Dr. Martignoni: Röntgenbilder lassen sich mit entsprechender Software auf verschiedene Weise analysieren. Unter Nutzung von künstlicher Intelligenz können wir Hinweise auf mögliche Diagnosen erhalten – die Software erkennt Dinge, die wir mit bloßem Auge so schnell eben nicht erkennen. Doch das ist erst der Anfang. Ich denke, dass digitale Tools uns dabei unterstützen werden, die richtige Instrumentierung für den jeweiligen Endo-Fall zu wählen und die Kanäle noch genauer zu lokalisieren. Software, die KI nutzt, wird uns außerdem Hinweise für die Diagnosen geben. Und schließlich bedeuten Motoren mit digitaler Technologie, dass wir uns noch sicherer fühlen können, weil sie auf die Handhabung reagieren.

Das führt mich zur nächsten Frage: Geben digitale Tools Ihnen tatsächlich Sicherheit?
Dr. Martignoni: Ich denke schon, dass es vor allem für junge und weniger erfahrene Zahnärzte hilfreich sein kann, die Behandlung vorher am Computer durchzugehen. Sie können sich einfach den Fall anschauen, bevor sie ihn behandeln, die Instrumente auswählen und prüfen, welche am besten passen. Vor der Behandlung einen Plan zu haben, ist sicherlich eine gute Sache.

Welchen Einfluss können gut koordinierte Workflows darauf haben, diesen Plan mit gutem klinischen Ergebnis auch umzusetzen?
Prof. Grandini: Einen signifikanten Einfluss. Als Hochschullehrer habe ich es mit jungen Leuten zu tun, die gerade anfangen, Erfahrungen zu sammeln. Wenn sie vor der endodontischen Behandlung eine Vorstellung davon ­bekommen, wie die endgültige Restau­ration aussehen wird, hilft ihnen das in vielerlei Hinsicht: Sie haben den Endpunkt vor Augen und können Schritt für Schritt vorgehen, um diesen Punkt zu erreichen. Ich denke, je weniger Erfahrung man hat, desto mehr hilft es, ein Protokoll zu ­haben.

Spielt es dabei eine Rolle, ob das Instrumentarium komplett von einem Hersteller kommt?
Dr. Martignoni: Durchaus. Ich muss als Behandler nicht lange nachdenken, die einzelnen Komponenten und Instrumente sind aufeinander so abgestimmt, dass sie zuverlässig funktionieren.

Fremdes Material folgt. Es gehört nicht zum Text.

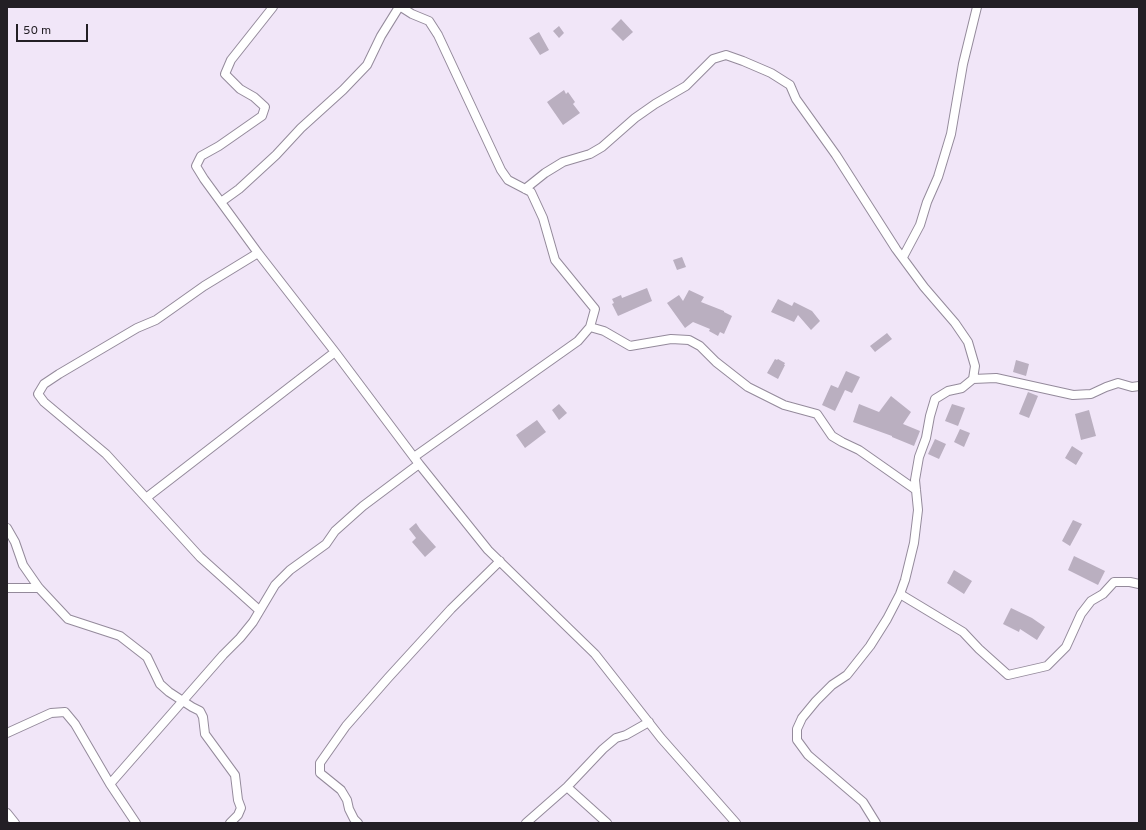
<!DOCTYPE html>
<html>
<head>
<meta charset="utf-8">
<style>
  body { margin:0 }
  #map { position:relative; width:1146px; height:830px; overflow:hidden; background:#f1e6f8; font-family:Overpass,sans-serif }
  canvas { display:block }
  .frame { position:absolute; inset:0; border:8px solid #231f25; pointer-events:none }
  .scale { position:absolute; left:16px; top:24px; width:72px; height:18px; box-sizing:border-box; border:2px solid #231f25; border-top:0; padding-left:5px; font-size:12px; line-height:14px; white-space:nowrap; color:#231f25; -webkit-text-stroke:3px #f1e6f8; paint-order:stroke }
</style>
</head>
<body>
<div id="map">
<canvas width="1146" height="830"></canvas>
<div class="frame"></div>
<div class="scale">50 m</div>
</div>
<script>
const g = document.querySelector('canvas').getContext('2d');
g.lineJoin = 'round';
function paint(path, color) {
  g.fillStyle = color;
  g.fill(path, 'evenodd');
}
function toPath(rows) {
  const path = new Path2D();
  for (const r of rows) {
    path.moveTo(r[0], r[1]);
    for (let i = 2; i < r.length; i += 2) path.lineTo(r[i], r[i + 1]);
  }
  return path;
}
function trace(path, color, width, dash) {
  g.strokeStyle = color;
  g.lineWidth = width;
  g.lineCap = dash ? 'butt' : 'round';
  g.setLineDash(dash || []);
  g.stroke(path);
}
paint(toPath([
  [621,19,633,32,623,41,611,29],
  [559,26,564,33,559,38,553,31],
  [539,32,549,50,540,55,529,38],
  [564,90,566,94,568,92,575,102,573,104,580,113,563,125,547,102],
  [682,257,686,267,677,270,673,260],
  [647,288,652,301,618,316,612,304,614,303,612,299,621,295,622,298],
  [689,290,704,297,701,302,724,311,724,312,732,316,724,334,720,332,718,336,709,331,710,329,693,322,685,328,667,303,679,295,683,301],
  [778,299,792,306,794,302,812,311,820,321,811,330,798,315,794,322,771,312],
  [887,333,892,339,875,352,870,346],
  [775,359,777,360,778,359,785,363,784,365,785,365,778,379,767,373],
  [1016,360,1029,364,1026,376,1013,372],
  [846,371,860,377,852,393,845,390,835,411,822,405,831,385,838,388],
  [1028,392,1038,396,1029,418,1019,414],
  [891,396,911,412,903,424,920,431,914,446,892,437,892,436,853,422,859,404,879,412],
  [559,404,567,413,559,420,552,410],
  [952,404,965,408,958,426,945,421],
  [1089,410,1096,436,1081,440,1075,414],
  [537,420,546,432,525,448,516,435],
  [960,429,970,433,964,447,954,442],
  [935,439,946,444,939,459,928,454],
  [1072,446,1083,453,1076,465,1065,458],
  [1073,520,1082,524,1070,546,1062,541],
  [416,523,420,529,436,547,425,557,412,542,416,538,409,529],
  [1074,556,1105,571,1098,585,1068,570],
  [954,570,972,581,964,594,947,583],
  [1011,608,1032,618,1045,627,1037,640,1020,629,1019,632,1003,624]
]), '#baafc0');
const street = toPath([
  [273,7,231,60,225,74,240,89,254,97,265,107,262,116,219,146,201,156,196,166,204,179,258,253,335,352,419,464,488,550,595,654,661,738,736,823],
  [401,7,412,14,429,21,438,35,501,170,508,180,531,192,543,218,555,260,595,309,590,327,578,341,414,457],
  [525,189,545,173,563,162,590,154,602,147,635,118,655,104,686,86,713,59,726,55,743,61,771,73,790,85,796,99,836,155,896,249,924,287,955,323,968,342,975,366,973,379],
  [221,202,239,189,276,155,301,128,343,90,367,65,381,36,399,7],
  [258,253,204,286,156,320,137,328,59,374,44,384,38,394,44,402,106,454,200,557,259,610],
  [903,257,920,225,927,202,938,177,951,134,963,64,977,7],
  [590,327,604,331,630,346,671,339,689,340,700,346,716,362,748,387,784,405,817,414,832,436,842,442,859,450,916,490],
  [146,498,335,352],
  [7,528,15,542,23,565,39,588,68,619,120,636,147,657,160,684,169,692,192,707,200,711,203,717,205,734,235,775,238,800,241,808,238,815,230,823],
  [7,588,39,588],
  [900,594,963,632,979,649,1008,675,1047,666,1066,647,1081,614,1091,601,1103,594,1114,582,1130,582,1139,584],
  [7,733,51,713,65,712,75,724,110,784,136,823],
  [110,784,223,655,240,638,253,622,275,585,290,570,326,544,335,531,363,506,419,464],
  [567,787,607,823],
  [7,813,15,823],
  [358,823,354,819,349,809,347,800,341,790,320,773,320,763,346,726,388,678,451,609,500,561],
  [526,823,567,787,603,749,616,738,626,735,649,722],
  [876,823,863,802,808,755,797,740,797,729,802,718,816,701,832,685,847,675,870,646,887,619,900,594,905,580,914,543,918,510,915,480,919,457,926,438,930,416,935,399,948,391,962,388,973,379,996,378,1073,395,1091,394,1106,387,1118,383,1132,387,1139,386]
]);
trace(street, '#948a9b', 10);
trace(street, '#fff', 8);
</script>
</body>
</html>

Verlassen wir ein wenig die Gegenwart und schauen in die Zukunft. Welche Trends sehen Sie in der Endodontie in den nächsten fünf Jahren? Worauf sollten sich Zahnärzte einstellen?
Prof. Grandini: Wir sprachen schon zu Beginn kurz darüber: Für mich ist das Thema der Zukunft die Künstliche Intelligenz. Ich bin mit einer Professorin für Radiologie befreundet, und sie sagte mir, dass sie anfangs Angst vor Künstlicher Intelligenz hatte. Doch inzwischen sei ihr klar, dass Künstliche Intelligenz sie selbst niemals würde ersetzen können. Künstliche Intelligenz hat sicherlich viel Potenzial, um in der Diagnostik zu unterstützen, aber man braucht immer noch einen Menschen, der das steuert. Vielleicht gibt es eine Idee, über die man selbst noch nicht nachgedacht hat, und die KI wird sagen, dass dies eine der Möglichkeiten ist. Doch letztlich bleibt die Entscheidung bei uns, den Menschen.
Dr. Martignoni: Ich sehe noch viel Potenzial darin, die Leistungsfähigkeit der Instrumente zu steigern, etwa um die Präparation des Gleitpfads zu vereinfachen, die Anzahl der Feilen zu reduzieren oder auch das System der Spülung noch zu verbessern. Und klar: Künstliche Intelligenz wird bei der Diagnosestellung eine immer größere Rolle spielen, da stimme ich Prof. Grandini zu.
Herzlichen Dank für das informative Gespräch.

Prof. Dr. Simone Grandini 

ist Dekan der Fakultät für Zahnmedizin der Universität Siena/Italien.
Foto: Dentsply Sirona

Dr. Marco Martignoni 

ist Inhaber einer Privatklinik in Rom und
Gastprofessor an der Universität Siena/Italien.